-- WHAT IS NEEDED --
Every line below between the one holding "2px #c5c4c5) drop-shadow(0" and the one holding "translate:-100% -50%; text-align:right", inclusive, should be copied exactly, and no other line.

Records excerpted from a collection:

######

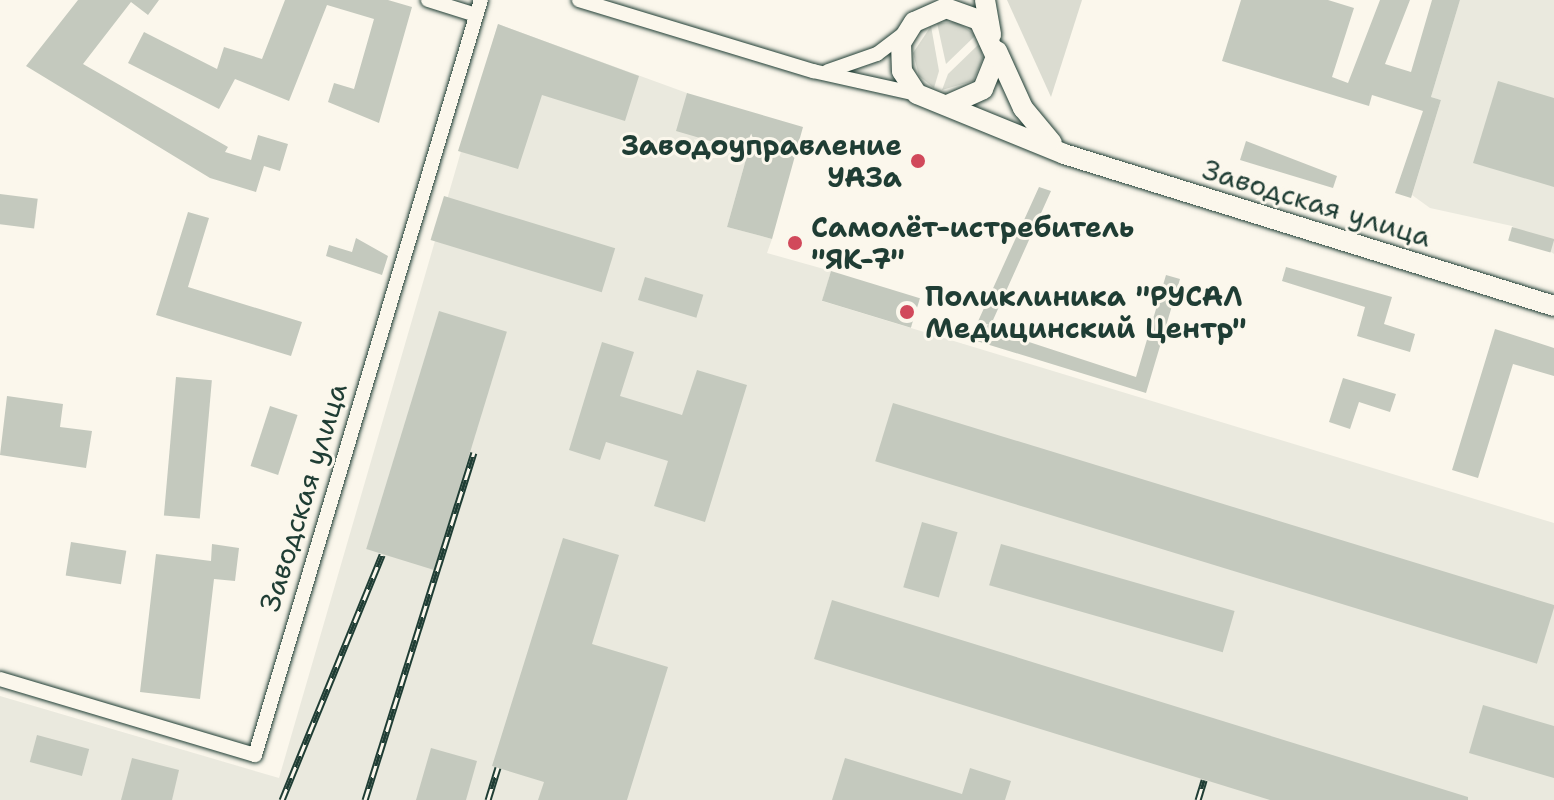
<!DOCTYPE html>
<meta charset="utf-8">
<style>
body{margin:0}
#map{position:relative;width:1554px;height:800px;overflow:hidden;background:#fbf7ec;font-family:"Shantell Sans",sans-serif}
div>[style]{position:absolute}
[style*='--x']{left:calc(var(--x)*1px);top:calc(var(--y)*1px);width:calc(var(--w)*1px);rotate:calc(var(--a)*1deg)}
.built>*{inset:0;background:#eae9de}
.green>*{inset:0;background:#dbdcd1}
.building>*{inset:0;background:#c4c9be;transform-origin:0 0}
.roads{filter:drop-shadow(0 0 2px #1f3d34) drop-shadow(0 0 2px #1f3d34)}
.street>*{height:14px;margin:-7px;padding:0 7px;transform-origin:7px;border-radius:7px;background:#fbf7ec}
.secondary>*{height:20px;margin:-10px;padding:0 10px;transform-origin:10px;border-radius:10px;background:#fbf7ec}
.rail>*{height:7px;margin-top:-3.5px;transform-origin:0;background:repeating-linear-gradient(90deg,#fbf7ec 0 12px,#1f3d34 0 24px);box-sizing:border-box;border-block:2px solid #1f3d34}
.dots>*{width:22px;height:22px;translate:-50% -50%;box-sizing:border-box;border:4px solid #fbf7ec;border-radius:50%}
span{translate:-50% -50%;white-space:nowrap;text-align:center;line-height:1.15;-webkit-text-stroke:6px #fbf7ec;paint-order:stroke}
.poi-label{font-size:28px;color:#1f3d34;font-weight:700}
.right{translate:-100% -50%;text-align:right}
.left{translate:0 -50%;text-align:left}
.street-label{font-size:28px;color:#1f3d34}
</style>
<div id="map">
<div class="built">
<div style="clip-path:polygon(1460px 0,1554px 0,1554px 254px,1512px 226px,1430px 208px,1412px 195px,1441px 100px,1431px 97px)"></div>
<div style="clip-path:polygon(498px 24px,687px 93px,748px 152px,727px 227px,772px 239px,767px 253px,831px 271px,822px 301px,1554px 523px,1554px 800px,0 800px,0 696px,279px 778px)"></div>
</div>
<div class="green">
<div style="clip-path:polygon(1007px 0,1082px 0,1051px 97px)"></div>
<div style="clip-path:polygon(957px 22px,976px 35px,946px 64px,937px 23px)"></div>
<div style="clip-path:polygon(931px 26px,939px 71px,934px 88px,919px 76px,913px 53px)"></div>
<div style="clip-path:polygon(980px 43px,983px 59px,973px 81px,942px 90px,948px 74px)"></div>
</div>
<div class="building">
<div style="clip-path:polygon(78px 0,159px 0,148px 15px,131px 2px,83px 64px,228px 147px,225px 152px,251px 160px,258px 135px,288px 144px,280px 171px,264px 166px,256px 192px,210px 178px,26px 66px)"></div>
<div style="clip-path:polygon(285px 0,388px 0,412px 7px,379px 123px,328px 102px,334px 83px,354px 89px,374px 19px,327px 5px,289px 101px,235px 79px,219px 109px,128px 63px,144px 32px,217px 69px,224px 47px,262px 59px)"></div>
<div style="clip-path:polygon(1241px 0,1328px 0,1354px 8px,1332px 77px,1348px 83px,1380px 0,1410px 0,1385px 64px,1411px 72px,1432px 0,1460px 0,1431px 97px,1441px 100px,1411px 198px,1395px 193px,1423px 111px,1372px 95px,1369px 106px,1222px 61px)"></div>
<div style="clip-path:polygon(498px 24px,639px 76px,625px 121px,542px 95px,518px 169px,458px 151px)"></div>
<div style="clip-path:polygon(1498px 81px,1554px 98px,1554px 187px,1473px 163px)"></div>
<div style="clip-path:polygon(687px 93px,803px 127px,772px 239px,727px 227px,748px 152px,676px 131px)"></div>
<div style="clip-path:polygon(1246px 141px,1337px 176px,1333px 188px,1240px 160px)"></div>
<div style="clip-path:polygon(1039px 187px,1051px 191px,989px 329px,1136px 377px,1166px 275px,1180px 279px,1146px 393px,970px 339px)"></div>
<div style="left:0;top:194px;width:38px;height:30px;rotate:7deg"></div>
<div style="left:444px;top:196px;width:179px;height:46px;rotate:17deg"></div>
<div style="clip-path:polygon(188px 212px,209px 218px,188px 287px,302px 322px,291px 356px,156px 315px)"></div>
<div style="left:1512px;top:227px;width:44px;height:14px;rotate:16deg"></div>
<div style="clip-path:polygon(356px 238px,388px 256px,382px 275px,326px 256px,329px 245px,352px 252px)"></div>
<div style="clip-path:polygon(1286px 267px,1392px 297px,1384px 324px,1415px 334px,1410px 352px,1357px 336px,1365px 307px,1282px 281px)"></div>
<div style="left:831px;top:271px;width:93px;height:31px;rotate:17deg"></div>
<div style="left:645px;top:277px;width:61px;height:24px;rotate:17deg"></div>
<div style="left:439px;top:311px;width:71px;height:249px;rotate:17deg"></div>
<div style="clip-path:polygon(1495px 329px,1554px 348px,1554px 376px,1513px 364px,1478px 478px,1452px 470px)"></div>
<div style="clip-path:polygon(602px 342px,634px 352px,620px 396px,682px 415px,697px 370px,747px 385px,705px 522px,654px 506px,668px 461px,606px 442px,600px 460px,569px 450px)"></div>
<div style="left:176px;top:377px;width:36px;height:139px;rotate:5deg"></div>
<div style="clip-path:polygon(1343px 378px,1396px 394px,1390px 412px,1359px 402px,1350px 429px,1329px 422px)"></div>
<div style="clip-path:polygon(7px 396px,63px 404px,60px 427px,92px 431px,86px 468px,0 455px)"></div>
<div style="left:893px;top:403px;width:692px;height:61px;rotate:17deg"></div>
<div style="left:270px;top:406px;width:29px;height:63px;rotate:18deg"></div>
<div style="left:922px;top:522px;width:37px;height:68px;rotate:16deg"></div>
<div style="clip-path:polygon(563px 538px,619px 555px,592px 644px,668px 667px,627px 800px,538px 800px,544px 782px,492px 766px)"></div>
<div style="left:71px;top:542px;width:56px;height:34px;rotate:9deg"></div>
<div style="clip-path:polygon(212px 544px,239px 548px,235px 581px,214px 579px,200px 699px,140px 692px,156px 554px,211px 561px)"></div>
<div style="left:1001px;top:544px;width:243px;height:43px;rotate:16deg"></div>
<div style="clip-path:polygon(832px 600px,1468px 797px,1468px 800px,1270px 800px,814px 659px)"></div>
<div style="clip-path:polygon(1483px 705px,1554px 726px,1554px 778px,1469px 753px)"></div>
<div style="left:37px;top:735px;width:54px;height:28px;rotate:15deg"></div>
<div style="clip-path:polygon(431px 748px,477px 761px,466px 800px,416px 800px)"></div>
<div style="clip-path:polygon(132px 758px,179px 770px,172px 800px,121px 800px)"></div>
<div style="clip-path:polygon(845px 758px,962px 794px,970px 768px,1011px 781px,1005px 800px,832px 800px)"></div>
</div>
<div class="roads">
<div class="street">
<div style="--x:428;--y:0;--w:50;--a:17.4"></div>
<div style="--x:579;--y:0;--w:245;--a:16.9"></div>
<div style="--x:813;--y:71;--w:107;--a:12.5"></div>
<div style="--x:828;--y:71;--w:52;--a:-19.1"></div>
<div style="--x:877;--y:54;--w:35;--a:-37"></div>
<div style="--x:0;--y:679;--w:266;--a:16.6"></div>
<div style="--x:255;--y:755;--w:788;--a:-73.34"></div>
</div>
<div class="secondary">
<div style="--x:985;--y:0;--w:35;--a:80"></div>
<div style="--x:997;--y:51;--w:63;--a:65.5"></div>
<div style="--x:1023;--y:108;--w:45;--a:50.4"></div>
<div style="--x:950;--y:104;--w:36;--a:-24"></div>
<div style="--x:983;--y:89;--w:35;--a:-68"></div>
<div style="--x:996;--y:57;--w:41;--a:-114.7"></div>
<div style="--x:979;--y:20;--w:35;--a:-160"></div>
<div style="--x:946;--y:8;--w:35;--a:156"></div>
<div style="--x:914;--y:22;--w:25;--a:122"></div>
<div style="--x:901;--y:43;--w:28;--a:88"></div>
<div style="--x:902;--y:71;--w:27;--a:57"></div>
<div style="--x:917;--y:94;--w:159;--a:22.2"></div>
<div style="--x:1064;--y:154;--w:513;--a:17.23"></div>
</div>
</div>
<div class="rail">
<div style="--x:282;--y:800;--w:265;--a:-67.8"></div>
<div style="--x:365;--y:800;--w:364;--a:-72.6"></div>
<div style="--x:488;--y:800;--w:34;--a:-73"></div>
<div style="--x:1198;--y:800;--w:21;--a:-73"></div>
</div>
<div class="dots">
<div style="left:918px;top:161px;background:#d1495b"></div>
<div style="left:795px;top:243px;background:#d1495b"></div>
<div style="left:907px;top:312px;background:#d1495b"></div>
</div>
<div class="poi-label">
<span class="right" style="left:902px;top:161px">Заводоуправление<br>УАЗа</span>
<span class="left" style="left:811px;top:243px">Самолёт-истребитель<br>"ЯК-7"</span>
<span class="left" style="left:925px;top:312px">Поликлиника "РУСАЛ<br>Медицинский Центр"</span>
</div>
<div class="street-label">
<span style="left:1317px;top:203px;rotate:17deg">Заводская улица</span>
<span style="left:303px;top:497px;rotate:-73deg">Заводская улица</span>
</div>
</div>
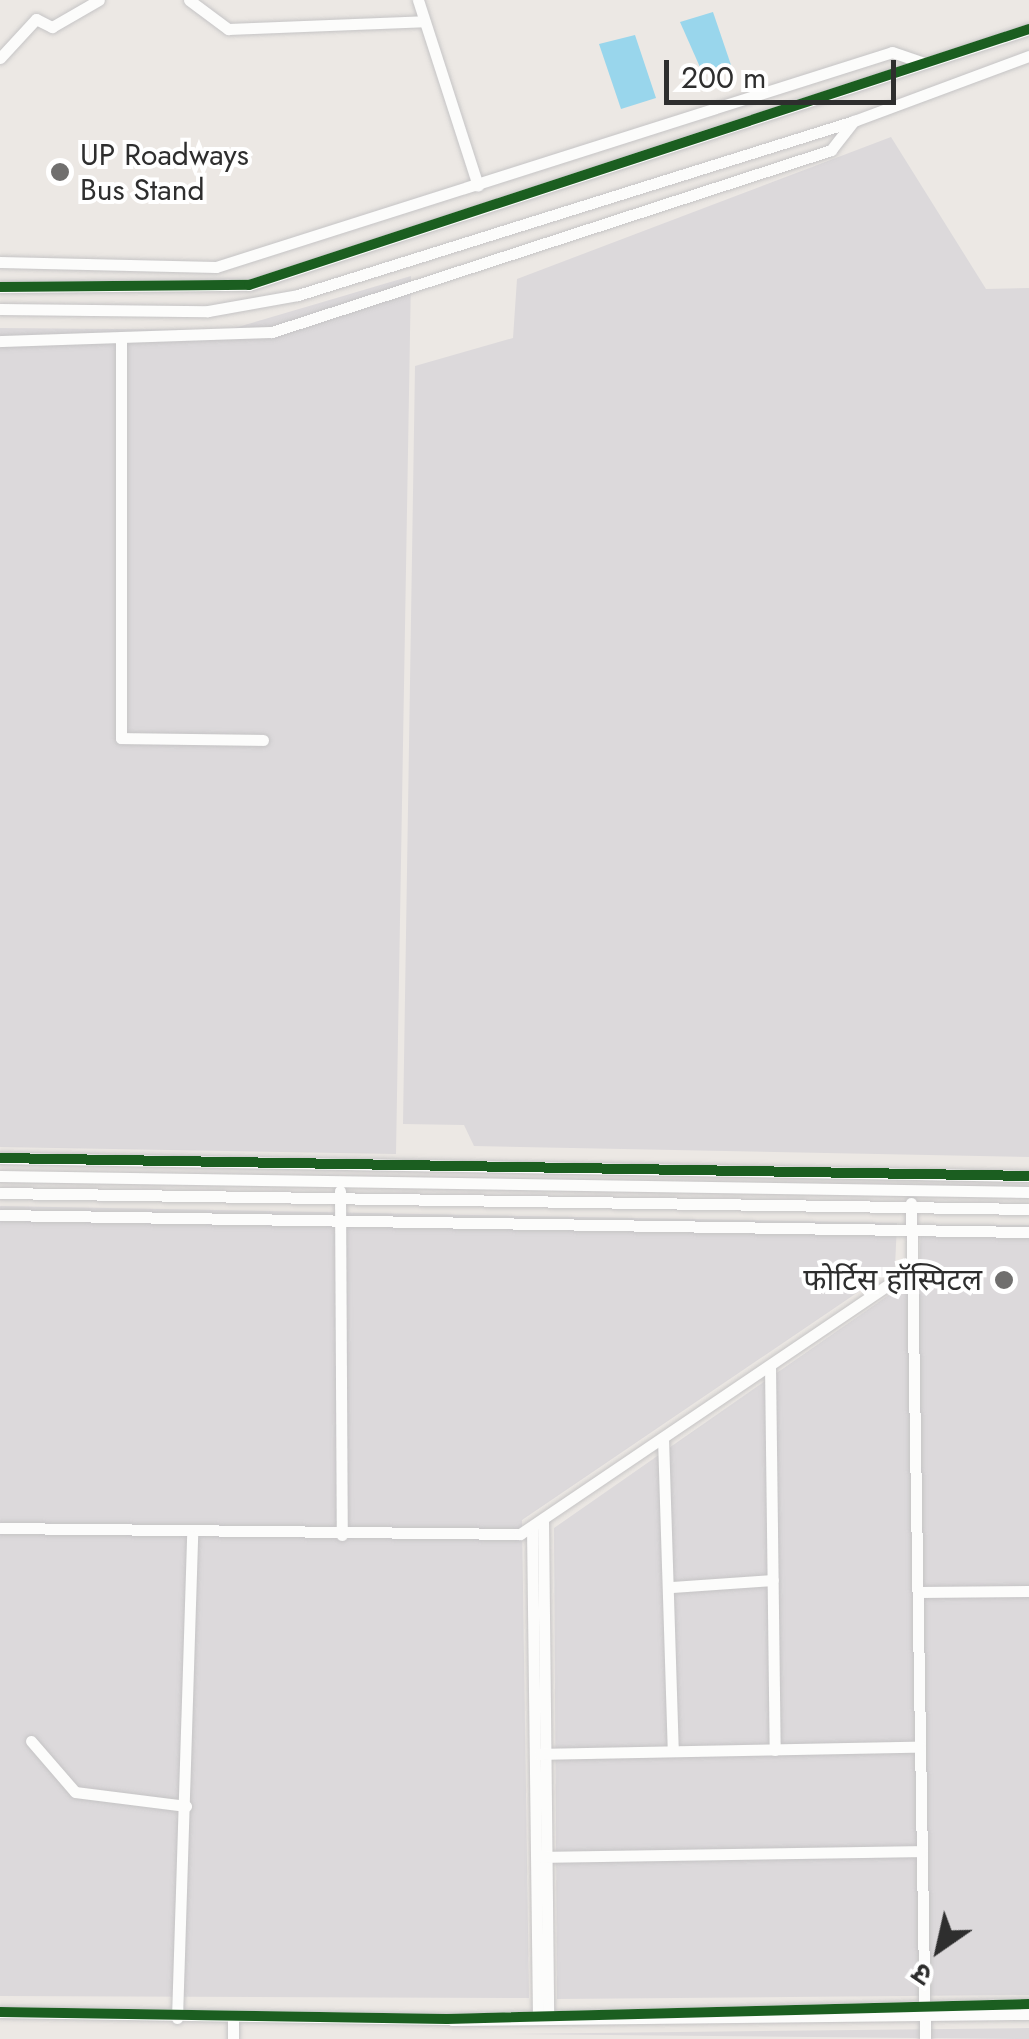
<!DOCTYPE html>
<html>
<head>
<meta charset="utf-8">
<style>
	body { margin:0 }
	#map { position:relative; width:1029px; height:2039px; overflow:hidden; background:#ece8e4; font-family:Jost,"Noto Sans Devanagari",sans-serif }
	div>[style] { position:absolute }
	.industrial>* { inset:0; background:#dcd9db }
	.water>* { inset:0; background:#99d6ec }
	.roads { filter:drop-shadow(0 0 2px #c5c4c5) drop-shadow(0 0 2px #c5c4c5) }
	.minor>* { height:11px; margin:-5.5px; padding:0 5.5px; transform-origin:5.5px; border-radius:5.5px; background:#fcfcfb }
	.cycleway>* { height:10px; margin:-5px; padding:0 5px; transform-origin:5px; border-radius:5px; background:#1b5e20 }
	.dots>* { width:28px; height:28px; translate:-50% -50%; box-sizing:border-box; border:5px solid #fff; border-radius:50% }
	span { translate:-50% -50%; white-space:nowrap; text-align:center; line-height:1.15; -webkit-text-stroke:8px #fff; paint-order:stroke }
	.poi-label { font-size:30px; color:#2e2e2e }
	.left { translate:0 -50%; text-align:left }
	.right { translate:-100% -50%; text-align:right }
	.north { position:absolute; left:889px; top:1899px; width:100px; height:100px; -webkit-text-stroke:8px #fff; paint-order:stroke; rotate:214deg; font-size:28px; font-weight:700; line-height:40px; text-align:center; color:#2e2e2e }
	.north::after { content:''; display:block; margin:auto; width:35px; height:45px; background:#2e2e2e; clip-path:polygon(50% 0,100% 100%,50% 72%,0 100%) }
	.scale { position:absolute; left:664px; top:60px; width:232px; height:45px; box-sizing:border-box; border:5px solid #2e2e2e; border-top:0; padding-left:12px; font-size:30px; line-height:35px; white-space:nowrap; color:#2e2e2e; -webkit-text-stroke:8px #fff; paint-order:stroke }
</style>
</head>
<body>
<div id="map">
	<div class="industrial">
		<i style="clip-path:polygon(891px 137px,986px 289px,1029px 288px,1029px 1157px,474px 1146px,464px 1125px,403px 1124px,415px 366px,513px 338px,517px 279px)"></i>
		<i style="clip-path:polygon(411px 276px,396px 1154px,0 1147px,0 328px,228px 330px)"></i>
		<i style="clip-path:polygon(0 1206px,897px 1223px,895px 1267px,522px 1520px,529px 1998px,0 1996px)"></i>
		<i style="clip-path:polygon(921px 1225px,1029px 1225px,1029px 1995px,557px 1999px,554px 1528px,919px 1274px)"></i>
		<i style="clip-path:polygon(1029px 2028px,1029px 2039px,508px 2034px)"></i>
	</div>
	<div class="water">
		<i style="clip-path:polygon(713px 12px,731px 65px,703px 74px,680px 22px)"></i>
		<i style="clip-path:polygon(635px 35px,656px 98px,621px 109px,599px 44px)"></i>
	</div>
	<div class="roads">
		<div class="minor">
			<i style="left:189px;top:0;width:49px;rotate:36.6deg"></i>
			<i style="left:228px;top:29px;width:196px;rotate:-2.3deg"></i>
			<i style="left:418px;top:0;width:195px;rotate:72.1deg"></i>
			<i style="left:0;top:58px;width:53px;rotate:-47.3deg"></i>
			<i style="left:36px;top:19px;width:18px;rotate:27deg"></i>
			<i style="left:52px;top:27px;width:54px;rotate:-29.9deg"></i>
			<i style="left:0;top:262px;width:216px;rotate:1.3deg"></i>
			<i style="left:216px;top:267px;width:709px;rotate:-17.64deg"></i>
			<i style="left:892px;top:52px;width:34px;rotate:19deg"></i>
			<i style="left:0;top:287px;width:249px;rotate:-0.5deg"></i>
			<i style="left:249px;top:285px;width:821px;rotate:-18.17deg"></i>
			<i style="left:0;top:309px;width:208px;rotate:0.6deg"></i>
			<i style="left:208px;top:311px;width:91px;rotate:-10.1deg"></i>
			<i style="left:298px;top:295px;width:583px;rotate:-17.38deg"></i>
			<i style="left:854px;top:121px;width:187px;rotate:-20.4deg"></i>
			<i style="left:121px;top:340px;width:398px;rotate:90deg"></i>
			<i style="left:121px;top:738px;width:142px;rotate:0.8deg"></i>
			<i style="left:0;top:341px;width:272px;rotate:-1.9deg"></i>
			<i style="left:272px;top:332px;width:588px;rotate:-18.03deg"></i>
			<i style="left:831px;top:150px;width:37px;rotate:-52deg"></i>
			<i style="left:0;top:1158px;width:1029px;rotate:1deg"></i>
			<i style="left:0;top:1176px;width:1029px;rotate:0.89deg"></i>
			<i style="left:340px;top:1191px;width:344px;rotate:89.7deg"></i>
			<i style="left:0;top:1193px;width:1029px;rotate:0.89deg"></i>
			<i style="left:911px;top:1203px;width:836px;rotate:89.04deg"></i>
			<i style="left:0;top:1215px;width:1029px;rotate:0.95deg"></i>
			<i style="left:770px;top:1366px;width:384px;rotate:89.3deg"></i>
			<i style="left:663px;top:1438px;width:313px;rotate:88.2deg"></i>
			<i style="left:543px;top:1519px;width:496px;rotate:89.4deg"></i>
			<i style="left:532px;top:1527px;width:492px;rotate:89.3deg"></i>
			<i style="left:0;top:1528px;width:520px;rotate:0.66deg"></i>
			<i style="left:520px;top:1534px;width:475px;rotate:-34.1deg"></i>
			<i style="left:672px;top:1587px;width:101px;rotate:-4deg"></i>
			<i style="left:918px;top:1592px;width:111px;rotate:-0.5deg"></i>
			<i style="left:31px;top:1741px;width:67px;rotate:49.2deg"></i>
			<i style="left:75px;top:1792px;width:112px;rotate:7.2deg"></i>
			<i style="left:540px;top:1754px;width:380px;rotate:-1.1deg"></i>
			<i style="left:541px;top:1857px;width:381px;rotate:-0.9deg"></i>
			<i style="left:0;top:2012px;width:447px;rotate:0.9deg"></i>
			<i style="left:447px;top:2019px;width:582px;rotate:-1.48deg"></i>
			<i style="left:177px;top:2018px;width:482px;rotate:-88.2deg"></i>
			<i style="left:233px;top:2018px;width:21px;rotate:90deg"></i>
			<i style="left:452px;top:2020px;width:577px;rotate:-0.6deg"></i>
		</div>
	</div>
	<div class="cycleway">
		<i style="left:0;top:287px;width:249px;rotate:-0.5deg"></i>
		<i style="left:249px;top:285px;width:821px;rotate:-18.17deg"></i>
		<i style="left:0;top:1158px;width:1029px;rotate:1deg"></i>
		<i style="left:0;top:2012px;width:447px;rotate:0.9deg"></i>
		<i style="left:447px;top:2019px;width:582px;rotate:-1.48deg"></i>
	</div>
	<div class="dots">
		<i style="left:60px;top:172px;background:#706f6e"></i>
		<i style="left:1004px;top:1280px;background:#706f6e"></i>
	</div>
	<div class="poi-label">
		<span class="left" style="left:80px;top:172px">UP Roadways<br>Bus Stand</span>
		<span class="right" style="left:982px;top:1280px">फोर्टिस हॉस्पिटल</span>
	</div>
	<div class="north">उ</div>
	<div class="scale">200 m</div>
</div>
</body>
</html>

######

-- TASK RESULT --
	.roads { filter:drop-shadow(0 0 2px #c5c4c5) drop-shadow(0 0 2px #c5c4c5) }
	.minor>* { height:11px; margin:-5.5px; padding:0 5.5px; transform-origin:5.5px; border-radius:5.5px; background:#fcfcfb }
	.cycleway>* { height:10px; margin:-5px; padding:0 5px; transform-origin:5px; border-radius:5px; background:#1b5e20 }
	.dots>* { width:28px; height:28px; translate:-50% -50%; box-sizing:border-box; border:5px solid #fff; border-radius:50% }
	span { translate:-50% -50%; white-space:nowrap; text-align:center; line-height:1.15; -webkit-text-stroke:8px #fff; paint-order:stroke }
	.poi-label { font-size:30px; color:#2e2e2e }
	.left { translate:0 -50%; text-align:left }
	.right { translate:-100% -50%; text-align:right }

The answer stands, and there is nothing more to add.